Transcribe the complete listing exactly.

Records for this task >>
----------------

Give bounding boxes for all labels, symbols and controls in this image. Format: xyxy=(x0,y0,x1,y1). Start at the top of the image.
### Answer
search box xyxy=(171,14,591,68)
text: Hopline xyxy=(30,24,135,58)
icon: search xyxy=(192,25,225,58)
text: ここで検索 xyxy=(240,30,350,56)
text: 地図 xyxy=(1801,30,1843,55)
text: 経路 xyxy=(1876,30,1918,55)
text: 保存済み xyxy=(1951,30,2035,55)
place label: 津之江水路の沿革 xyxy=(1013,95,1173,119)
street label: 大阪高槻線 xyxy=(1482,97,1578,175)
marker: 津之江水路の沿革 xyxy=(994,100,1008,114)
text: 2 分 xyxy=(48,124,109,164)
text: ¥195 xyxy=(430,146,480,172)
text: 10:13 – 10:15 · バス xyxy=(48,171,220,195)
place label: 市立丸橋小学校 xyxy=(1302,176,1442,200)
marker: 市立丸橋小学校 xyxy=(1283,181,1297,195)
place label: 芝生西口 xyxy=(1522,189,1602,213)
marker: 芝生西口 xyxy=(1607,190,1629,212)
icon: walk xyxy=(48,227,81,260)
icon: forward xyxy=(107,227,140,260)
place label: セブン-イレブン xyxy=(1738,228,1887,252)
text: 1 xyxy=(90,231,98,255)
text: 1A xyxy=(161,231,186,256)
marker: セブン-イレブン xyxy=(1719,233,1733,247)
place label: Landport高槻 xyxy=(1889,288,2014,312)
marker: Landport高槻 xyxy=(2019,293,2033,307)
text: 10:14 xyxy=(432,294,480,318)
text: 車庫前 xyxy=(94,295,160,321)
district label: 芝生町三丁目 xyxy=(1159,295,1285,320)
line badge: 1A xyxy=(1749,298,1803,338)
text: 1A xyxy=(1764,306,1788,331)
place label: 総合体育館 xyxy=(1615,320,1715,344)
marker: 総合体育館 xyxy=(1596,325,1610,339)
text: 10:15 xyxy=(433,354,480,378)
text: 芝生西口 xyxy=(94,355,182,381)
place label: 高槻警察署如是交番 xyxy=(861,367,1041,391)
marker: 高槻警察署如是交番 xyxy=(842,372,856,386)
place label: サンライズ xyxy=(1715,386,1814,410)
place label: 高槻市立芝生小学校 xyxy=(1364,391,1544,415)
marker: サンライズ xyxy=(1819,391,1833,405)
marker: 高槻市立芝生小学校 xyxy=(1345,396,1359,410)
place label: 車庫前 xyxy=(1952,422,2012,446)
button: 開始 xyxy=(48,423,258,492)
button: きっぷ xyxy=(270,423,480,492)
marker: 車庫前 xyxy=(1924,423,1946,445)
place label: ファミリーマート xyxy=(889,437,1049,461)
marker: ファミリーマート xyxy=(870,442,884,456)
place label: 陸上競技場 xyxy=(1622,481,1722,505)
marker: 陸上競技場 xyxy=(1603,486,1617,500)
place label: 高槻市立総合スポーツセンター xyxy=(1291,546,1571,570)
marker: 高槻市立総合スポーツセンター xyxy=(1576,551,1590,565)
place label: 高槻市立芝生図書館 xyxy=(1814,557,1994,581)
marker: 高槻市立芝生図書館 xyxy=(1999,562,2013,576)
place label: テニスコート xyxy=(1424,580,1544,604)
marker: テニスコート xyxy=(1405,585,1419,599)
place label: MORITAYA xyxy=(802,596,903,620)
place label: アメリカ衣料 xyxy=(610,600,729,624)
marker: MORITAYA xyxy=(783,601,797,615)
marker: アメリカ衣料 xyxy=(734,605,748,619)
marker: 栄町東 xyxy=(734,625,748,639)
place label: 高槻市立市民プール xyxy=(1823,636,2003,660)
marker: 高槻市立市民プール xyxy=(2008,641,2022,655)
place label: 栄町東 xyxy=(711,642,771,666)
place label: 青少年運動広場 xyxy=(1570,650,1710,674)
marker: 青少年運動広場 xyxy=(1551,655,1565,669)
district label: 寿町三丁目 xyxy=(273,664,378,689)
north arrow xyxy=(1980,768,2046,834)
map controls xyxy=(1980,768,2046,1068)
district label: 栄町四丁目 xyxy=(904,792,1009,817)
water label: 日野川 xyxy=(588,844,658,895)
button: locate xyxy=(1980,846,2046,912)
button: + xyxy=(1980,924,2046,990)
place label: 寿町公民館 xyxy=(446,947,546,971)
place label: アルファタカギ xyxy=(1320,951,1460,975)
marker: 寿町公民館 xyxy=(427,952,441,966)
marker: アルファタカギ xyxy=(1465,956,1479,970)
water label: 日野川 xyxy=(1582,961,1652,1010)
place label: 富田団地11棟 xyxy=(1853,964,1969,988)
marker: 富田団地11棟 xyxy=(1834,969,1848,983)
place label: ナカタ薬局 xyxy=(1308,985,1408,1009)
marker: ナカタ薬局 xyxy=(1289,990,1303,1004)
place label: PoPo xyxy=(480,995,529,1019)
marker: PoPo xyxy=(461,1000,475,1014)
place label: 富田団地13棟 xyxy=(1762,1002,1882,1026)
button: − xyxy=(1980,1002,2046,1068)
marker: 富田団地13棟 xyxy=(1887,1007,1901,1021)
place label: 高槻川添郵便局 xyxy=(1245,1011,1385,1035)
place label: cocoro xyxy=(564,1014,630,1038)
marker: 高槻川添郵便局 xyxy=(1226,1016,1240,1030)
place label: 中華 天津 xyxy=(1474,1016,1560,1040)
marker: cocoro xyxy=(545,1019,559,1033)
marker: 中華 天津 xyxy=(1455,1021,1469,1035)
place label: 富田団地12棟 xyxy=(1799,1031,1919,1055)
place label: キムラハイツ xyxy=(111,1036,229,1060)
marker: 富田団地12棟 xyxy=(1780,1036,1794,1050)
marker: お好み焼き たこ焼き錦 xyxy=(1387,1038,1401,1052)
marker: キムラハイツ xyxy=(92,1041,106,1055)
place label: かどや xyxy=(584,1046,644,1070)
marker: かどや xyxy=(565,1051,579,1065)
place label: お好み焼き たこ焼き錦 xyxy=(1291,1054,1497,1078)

----------------

Written response >>
Give bounding boxes for all labels, symbols and controls in this image. Format: xyxy=(x0,y0,x1,y1). Start at the top of the image.
### Answer
search box xyxy=(171,14,591,68)
text: Hopline xyxy=(30,24,135,58)
icon: search xyxy=(192,25,225,58)
text: ここで検索 xyxy=(240,30,350,56)
text: 地図 xyxy=(1801,30,1843,55)
text: 経路 xyxy=(1876,30,1918,55)
text: 保存済み xyxy=(1951,30,2035,55)
place label: 津之江水路の沿革 xyxy=(1013,95,1173,119)
street label: 大阪高槻線 xyxy=(1482,97,1578,175)
marker: 津之江水路の沿革 xyxy=(994,100,1008,114)
text: 2 分 xyxy=(48,124,109,164)
text: ¥195 xyxy=(430,146,480,172)
text: 10:13 – 10:15 · バス xyxy=(48,171,220,195)
place label: 市立丸橋小学校 xyxy=(1302,176,1442,200)
marker: 市立丸橋小学校 xyxy=(1283,181,1297,195)
place label: 芝生西口 xyxy=(1522,189,1602,213)
marker: 芝生西口 xyxy=(1607,190,1629,212)
icon: walk xyxy=(48,227,81,260)
icon: forward xyxy=(107,227,140,260)
place label: セブン-イレブン xyxy=(1738,228,1887,252)
text: 1 xyxy=(90,231,98,255)
text: 1A xyxy=(161,231,186,256)
marker: セブン-イレブン xyxy=(1719,233,1733,247)
place label: Landport高槻 xyxy=(1889,288,2014,312)
marker: Landport高槻 xyxy=(2019,293,2033,307)
text: 10:14 xyxy=(432,294,480,318)
text: 車庫前 xyxy=(94,295,160,321)
district label: 芝生町三丁目 xyxy=(1159,295,1285,320)
line badge: 1A xyxy=(1749,298,1803,338)
text: 1A xyxy=(1764,306,1788,331)
place label: 総合体育館 xyxy=(1615,320,1715,344)
marker: 総合体育館 xyxy=(1596,325,1610,339)
text: 10:15 xyxy=(433,354,480,378)
text: 芝生西口 xyxy=(94,355,182,381)
place label: 高槻警察署如是交番 xyxy=(861,367,1041,391)
marker: 高槻警察署如是交番 xyxy=(842,372,856,386)
place label: サンライズ xyxy=(1715,386,1814,410)
place label: 高槻市立芝生小学校 xyxy=(1364,391,1544,415)
marker: サンライズ xyxy=(1819,391,1833,405)
marker: 高槻市立芝生小学校 xyxy=(1345,396,1359,410)
place label: 車庫前 xyxy=(1952,422,2012,446)
button: 開始 xyxy=(48,423,258,492)
button: きっぷ xyxy=(270,423,480,492)
marker: 車庫前 xyxy=(1924,423,1946,445)
place label: ファミリーマート xyxy=(889,437,1049,461)
marker: ファミリーマート xyxy=(870,442,884,456)
place label: 陸上競技場 xyxy=(1622,481,1722,505)
marker: 陸上競技場 xyxy=(1603,486,1617,500)
place label: 高槻市立総合スポーツセンター xyxy=(1291,546,1571,570)
marker: 高槻市立総合スポーツセンター xyxy=(1576,551,1590,565)
place label: 高槻市立芝生図書館 xyxy=(1814,557,1994,581)
marker: 高槻市立芝生図書館 xyxy=(1999,562,2013,576)
place label: テニスコート xyxy=(1424,580,1544,604)
marker: テニスコート xyxy=(1405,585,1419,599)
place label: MORITAYA xyxy=(802,596,903,620)
place label: アメリカ衣料 xyxy=(610,600,729,624)
marker: MORITAYA xyxy=(783,601,797,615)
marker: アメリカ衣料 xyxy=(734,605,748,619)
marker: 栄町東 xyxy=(734,625,748,639)
place label: 高槻市立市民プール xyxy=(1823,636,2003,660)
marker: 高槻市立市民プール xyxy=(2008,641,2022,655)
place label: 栄町東 xyxy=(711,642,771,666)
place label: 青少年運動広場 xyxy=(1570,650,1710,674)
marker: 青少年運動広場 xyxy=(1551,655,1565,669)
district label: 寿町三丁目 xyxy=(273,664,378,689)
north arrow xyxy=(1980,768,2046,834)
map controls xyxy=(1980,768,2046,1068)
district label: 栄町四丁目 xyxy=(904,792,1009,817)
water label: 日野川 xyxy=(588,844,658,895)
button: locate xyxy=(1980,846,2046,912)
button: + xyxy=(1980,924,2046,990)
place label: 寿町公民館 xyxy=(446,947,546,971)
place label: アルファタカギ xyxy=(1320,951,1460,975)
marker: 寿町公民館 xyxy=(427,952,441,966)
marker: アルファタカギ xyxy=(1465,956,1479,970)
water label: 日野川 xyxy=(1582,961,1652,1010)
place label: 富田団地11棟 xyxy=(1853,964,1969,988)
marker: 富田団地11棟 xyxy=(1834,969,1848,983)
place label: ナカタ薬局 xyxy=(1308,985,1408,1009)
marker: ナカタ薬局 xyxy=(1289,990,1303,1004)
place label: PoPo xyxy=(480,995,529,1019)
marker: PoPo xyxy=(461,1000,475,1014)
place label: 富田団地13棟 xyxy=(1762,1002,1882,1026)
button: − xyxy=(1980,1002,2046,1068)
marker: 富田団地13棟 xyxy=(1887,1007,1901,1021)
place label: 高槻川添郵便局 xyxy=(1245,1011,1385,1035)
place label: cocoro xyxy=(564,1014,630,1038)
marker: 高槻川添郵便局 xyxy=(1226,1016,1240,1030)
place label: 中華 天津 xyxy=(1474,1016,1560,1040)
marker: cocoro xyxy=(545,1019,559,1033)
marker: 中華 天津 xyxy=(1455,1021,1469,1035)
place label: 富田団地12棟 xyxy=(1799,1031,1919,1055)
place label: キムラハイツ xyxy=(111,1036,229,1060)
marker: 富田団地12棟 xyxy=(1780,1036,1794,1050)
marker: お好み焼き たこ焼き錦 xyxy=(1387,1038,1401,1052)
marker: キムラハイツ xyxy=(92,1041,106,1055)
place label: かどや xyxy=(584,1046,644,1070)
marker: かどや xyxy=(565,1051,579,1065)
place label: お好み焼き たこ焼き錦 xyxy=(1291,1054,1497,1078)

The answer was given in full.